By Buzz Eggleston | Posted: Tuesday, March 26, 2013 10:15 am

Suppose you could take a map of Calaveras County, scrape it clean of 160-plus years of human meddling, and start with a fresh landscape. It would be a blank canvas for you to paint a new, perfect community to suit yourself.

Well, you can’t do that.

Decades of construction, of roads, bridges and water works, mines, homes, patios, pools and gardens, barns and corrals and stores, firehouses and restaurants, and of all the other handiworks of humankind, are fixed in place and they are not going away.

Fixed in place too are all your neighbors, many of whom have a different idea of what constitutes a perfect community and don’t necessarily agree with your idea. And your future neighbors, too, want to have a say, people who bought parcels here in the belief that someday they’ll build their dream home or, in the case of developers, their dream subdivision and shopping mecca, shooting range, motorcycle repair emporium, whatever.

Also just as fixed in place are decades of horribly bad decisions by public officials, of missed opportunities, of good intentions gone awry. We who live here today, and those who come after us, will still pay for those mistakes long after those who made – or profited by – them have turned to dust.

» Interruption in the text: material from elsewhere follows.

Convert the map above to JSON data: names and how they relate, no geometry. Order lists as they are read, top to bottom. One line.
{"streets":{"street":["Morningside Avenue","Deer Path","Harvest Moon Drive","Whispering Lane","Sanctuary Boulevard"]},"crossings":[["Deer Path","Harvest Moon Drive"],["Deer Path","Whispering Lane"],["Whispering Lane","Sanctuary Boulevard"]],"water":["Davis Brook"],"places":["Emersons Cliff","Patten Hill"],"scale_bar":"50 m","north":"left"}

Take the old jail. Built in 1963, it’s an asbestos-ridden bunker, too small and too dangerously designed to meet our needs after a half-century of service. So we’ve built a new, state-of-the-art jail to replace it, committing tens of millions of dollars of borrowed money, and we won’t even get to use all of it because we can’t afford to staff it.

Dennis Downum, the former county sheriff, once said that the county should have imposed a facilities fee on new construction way back when. A one-time levy designed to offset the impact of a new house or other building on public infrastructure – roads, water lines and such – would have paid for the new jail without us having to borrow money. There was never such a levy.

Or take the land-use map drafted as part of the Planning Department’s efforts to prepare a new general plan, the one put on display at last week’s Board of Supervisors meeting. It shows the tiny Ebbetts Pass community of Arnold, population fewer than 4,000, as potentially growing by another 3,923 houses and another 9,376 people in the next 20 years.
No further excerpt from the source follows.